What is required:
Set down the lines that begin at the top of the records and end with the line containing "position:relative; width:2013px; height:915px;", and drop every picture.

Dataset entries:
--- START ---

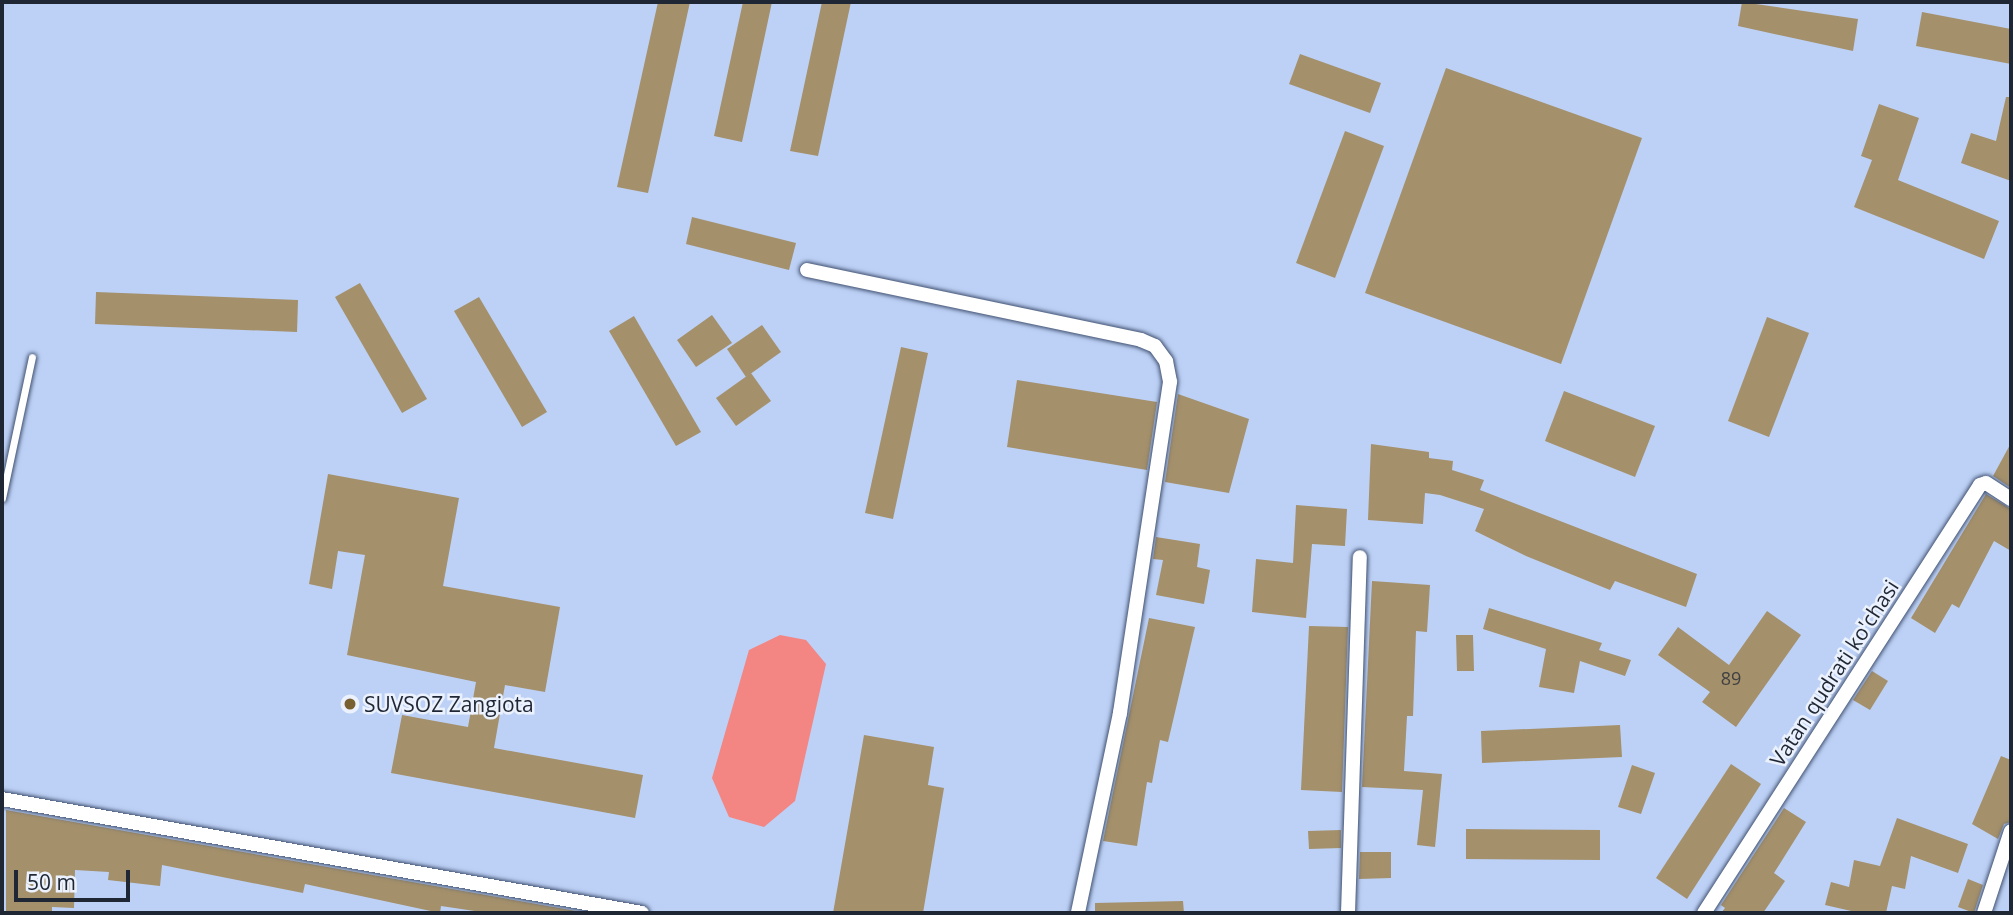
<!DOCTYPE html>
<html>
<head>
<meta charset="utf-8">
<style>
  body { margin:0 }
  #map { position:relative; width:2013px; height:915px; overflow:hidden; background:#bdd1f6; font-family:"Open Sans",sans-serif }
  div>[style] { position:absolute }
  .green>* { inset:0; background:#f38583 }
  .building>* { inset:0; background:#a4906b }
  .roads { filter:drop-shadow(0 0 2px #405170) drop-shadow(0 0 2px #405170) }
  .service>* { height:7px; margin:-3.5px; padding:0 3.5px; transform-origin:3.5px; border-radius:3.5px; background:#fff }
  .minor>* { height:14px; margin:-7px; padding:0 7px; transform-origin:7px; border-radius:7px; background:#fff }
  .dots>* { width:19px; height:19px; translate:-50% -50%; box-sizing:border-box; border:4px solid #ebf2fd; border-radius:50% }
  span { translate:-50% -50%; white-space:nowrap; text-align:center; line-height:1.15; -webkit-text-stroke:5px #ebf2fd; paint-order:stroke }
  .number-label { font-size:18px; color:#404042 }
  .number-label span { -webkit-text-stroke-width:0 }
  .street-label { font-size:21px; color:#1f2634 }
  .poi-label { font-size:21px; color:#1f2634 }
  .left { translate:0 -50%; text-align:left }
  .frame { position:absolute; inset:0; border:4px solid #1f2634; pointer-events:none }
  .scale { position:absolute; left:14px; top:870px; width:116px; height:32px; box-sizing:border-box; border:4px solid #1f2634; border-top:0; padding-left:9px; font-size:21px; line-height:24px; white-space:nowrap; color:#1f2634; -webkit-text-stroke:5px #ebf2fd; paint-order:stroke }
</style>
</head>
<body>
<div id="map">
  <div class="green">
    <div style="clip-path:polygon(780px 635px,806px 640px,826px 664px,795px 801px,764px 827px,729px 817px,712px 778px,749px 650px)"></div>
  </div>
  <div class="building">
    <div style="clip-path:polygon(658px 2px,690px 2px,648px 193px,617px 187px)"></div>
    <div style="clip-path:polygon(743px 2px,772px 2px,742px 142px,714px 136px)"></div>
    <div style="clip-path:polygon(822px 2px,851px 2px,818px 156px,790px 151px)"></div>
    <div style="clip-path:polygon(1742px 2px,1858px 19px,1853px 51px,1738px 26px)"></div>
    <div style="clip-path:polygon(1922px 12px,2011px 29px,2011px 64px,1916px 46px)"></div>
    <div style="clip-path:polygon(1300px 54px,1381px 83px,1370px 113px,1289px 84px)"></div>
    <div style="clip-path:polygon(1446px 68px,1642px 138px,1561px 364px,1365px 293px)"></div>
    <div style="clip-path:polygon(2006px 97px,2011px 97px,2011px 181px,1961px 163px,1971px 133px,1996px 141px)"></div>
    <div style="clip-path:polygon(1879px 104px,1919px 118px,1898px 180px,1999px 221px,1984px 259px,1854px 207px,1872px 160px,1861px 156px)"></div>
    <div style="clip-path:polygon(1345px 131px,1384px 146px,1335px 278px,1296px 263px)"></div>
    <div style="clip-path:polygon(692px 217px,796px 243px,789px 270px,686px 244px)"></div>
    <div style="clip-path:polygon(360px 283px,427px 399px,402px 413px,335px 297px)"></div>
    <div style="clip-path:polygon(96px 292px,298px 300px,297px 332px,95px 324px)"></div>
    <div style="clip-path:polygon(479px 297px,547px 412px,522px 427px,454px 311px)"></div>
    <div style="clip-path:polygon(712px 315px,732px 343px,696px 367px,677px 340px)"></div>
    <div style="clip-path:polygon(634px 316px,701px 432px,676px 446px,609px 331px)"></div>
    <div style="clip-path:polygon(1767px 317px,1809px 333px,1769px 437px,1728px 421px)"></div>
    <div style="clip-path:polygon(762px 325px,781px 352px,746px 377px,727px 349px)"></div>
    <div style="clip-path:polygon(901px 347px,928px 353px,893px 519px,865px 513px)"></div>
    <div style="clip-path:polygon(751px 373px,771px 401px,736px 426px,716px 398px)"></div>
    <div style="clip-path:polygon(1017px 380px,1157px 402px,1147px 470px,1007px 447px)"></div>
    <div style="clip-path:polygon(1564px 391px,1655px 426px,1635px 477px,1545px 441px)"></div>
    <div style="clip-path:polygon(1178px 394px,1249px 419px,1229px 493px,1165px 482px)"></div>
    <div style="clip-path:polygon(2011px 443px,2011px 488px,1993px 476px)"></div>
    <div style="clip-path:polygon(1371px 444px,1429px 452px,1429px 458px,1453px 461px,1452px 470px,1484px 480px,1480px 490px,1697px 574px,1686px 607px,1615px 581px,1610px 590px,1526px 556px,1475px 531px,1484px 509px,1440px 495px,1425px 493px,1423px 524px,1368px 520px)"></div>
    <div style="clip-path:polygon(328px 474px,459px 498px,443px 586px,560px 607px,545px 692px,505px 685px,494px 748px,643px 775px,635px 818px,391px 773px,402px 715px,468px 727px,476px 682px,347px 655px,365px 555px,338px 551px,332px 589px,309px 584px)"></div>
    <div style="clip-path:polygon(1986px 494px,2011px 509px,2011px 551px,1994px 541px,1959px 608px,1952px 604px,1935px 633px,1911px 618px)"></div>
    <div style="clip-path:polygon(1296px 505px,1347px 509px,1345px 546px,1312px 544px,1306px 618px,1252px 612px,1256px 559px,1293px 563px)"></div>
    <div style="clip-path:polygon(1156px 537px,1200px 544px,1197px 567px,1210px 570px,1204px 604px,1156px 595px,1163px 560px,1153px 559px)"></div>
    <div style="clip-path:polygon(1372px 581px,1430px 585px,1427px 632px,1416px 631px,1413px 716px,1407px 716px,1404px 771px,1442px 774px,1435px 847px,1417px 845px,1423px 790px,1362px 787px)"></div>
    <div style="clip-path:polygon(1489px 608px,1602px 643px,1599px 650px,1631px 660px,1625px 676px,1580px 661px,1574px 693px,1539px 687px,1546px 649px,1483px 629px)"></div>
    <div style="clip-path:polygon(1767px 611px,1801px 635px,1736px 727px,1702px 702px,1710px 692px,1658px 655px,1678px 627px,1729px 665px)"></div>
    <div style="clip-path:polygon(1149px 618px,1195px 627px,1168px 742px,1160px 740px,1152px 783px,1147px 782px,1137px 846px,1103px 841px)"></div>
    <div style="clip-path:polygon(1309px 626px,1348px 627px,1342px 792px,1301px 790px)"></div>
    <div style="clip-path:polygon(1456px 635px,1473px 635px,1474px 671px,1457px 671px)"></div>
    <div style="clip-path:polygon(1872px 671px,1888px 681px,1870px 710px,1853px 700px)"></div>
    <div style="clip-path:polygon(1620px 725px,1622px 757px,1482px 763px,1481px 731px)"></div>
    <div style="clip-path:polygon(864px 735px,934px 747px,928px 785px,944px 788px,923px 913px,833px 913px)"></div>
    <div style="clip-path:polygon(2001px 756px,2011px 760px,2011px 822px,2004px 824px,1998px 839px,1972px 824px)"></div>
    <div style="clip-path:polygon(1731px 764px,1761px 784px,1687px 899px,1656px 878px)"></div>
    <div style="clip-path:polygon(1632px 765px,1655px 773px,1641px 814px,1618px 807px)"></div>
    <div style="clip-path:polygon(1784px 808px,1806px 822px,1774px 873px,1785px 881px,1763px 913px,1721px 913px,1725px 908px,1721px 905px)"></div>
    <div style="clip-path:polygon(6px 810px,582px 912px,581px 913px,488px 913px,441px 906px,440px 913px,305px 884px,303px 893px,162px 865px,160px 886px,108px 880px,109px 872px,75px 870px,74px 908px,52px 907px,52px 913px,6px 913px)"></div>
    <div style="clip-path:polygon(1897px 818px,1968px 844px,1958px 873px,1911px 856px,1905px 889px,1892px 886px,1886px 913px,1860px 913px,1825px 905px,1831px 882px,1849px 887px,1854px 860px,1880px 866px)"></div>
    <div style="clip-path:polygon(1466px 829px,1600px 830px,1600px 860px,1466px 859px)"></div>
    <div style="clip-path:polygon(1341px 830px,1341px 848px,1309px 849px,1308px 831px)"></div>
    <div style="clip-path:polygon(1360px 852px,1391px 852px,1391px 878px,1359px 879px)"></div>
    <div style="clip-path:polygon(1968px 879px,1983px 885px,1974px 913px,1958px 907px)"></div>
    <div style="clip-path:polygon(1183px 901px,1184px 913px,1095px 913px,1095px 903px)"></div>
  </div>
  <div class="roads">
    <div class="service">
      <div style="left:2px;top:498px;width:144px;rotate:-78deg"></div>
    </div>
    <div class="minor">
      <div style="left:807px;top:270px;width:341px;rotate:11.8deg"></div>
      <div style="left:1141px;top:340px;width:15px;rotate:23deg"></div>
      <div style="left:1155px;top:346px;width:19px;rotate:54deg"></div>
      <div style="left:1166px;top:361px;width:21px;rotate:79deg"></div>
      <div style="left:1170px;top:382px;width:335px;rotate:98.6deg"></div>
      <div style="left:1120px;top:713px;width:204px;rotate:101.9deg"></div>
      <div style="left:2px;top:799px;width:650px;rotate:10.1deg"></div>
      <div style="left:1348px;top:913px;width:356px;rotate:-88.1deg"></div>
      <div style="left:1704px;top:913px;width:509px;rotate:-57.18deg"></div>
      <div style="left:1980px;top:485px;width:6px;rotate:-18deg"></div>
      <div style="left:1986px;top:483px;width:30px;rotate:33deg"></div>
      <div style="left:1984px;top:913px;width:86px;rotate:-71.8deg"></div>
    </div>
  </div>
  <div class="dots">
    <div style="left:350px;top:704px;background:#796031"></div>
  </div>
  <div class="number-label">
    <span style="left:1731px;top:678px">89</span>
  </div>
  <div class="street-label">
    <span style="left:1834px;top:673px;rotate:-57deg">Vatan qudrati ko'chasi</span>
  </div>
  <div class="poi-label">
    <span class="left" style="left:364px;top:704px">SUVSOZ Zangiota</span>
  </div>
  <div class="frame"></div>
  <div class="scale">50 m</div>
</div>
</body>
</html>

--- END ---

Response:
<!DOCTYPE html>
<html>
<head>
<meta charset="utf-8">
<style>
  body { margin:0 }
  #map { position:relative; width:2013px; height:915px; overflow:hidden; background:#bdd1f6; font-family:"Open Sans",sans-serif }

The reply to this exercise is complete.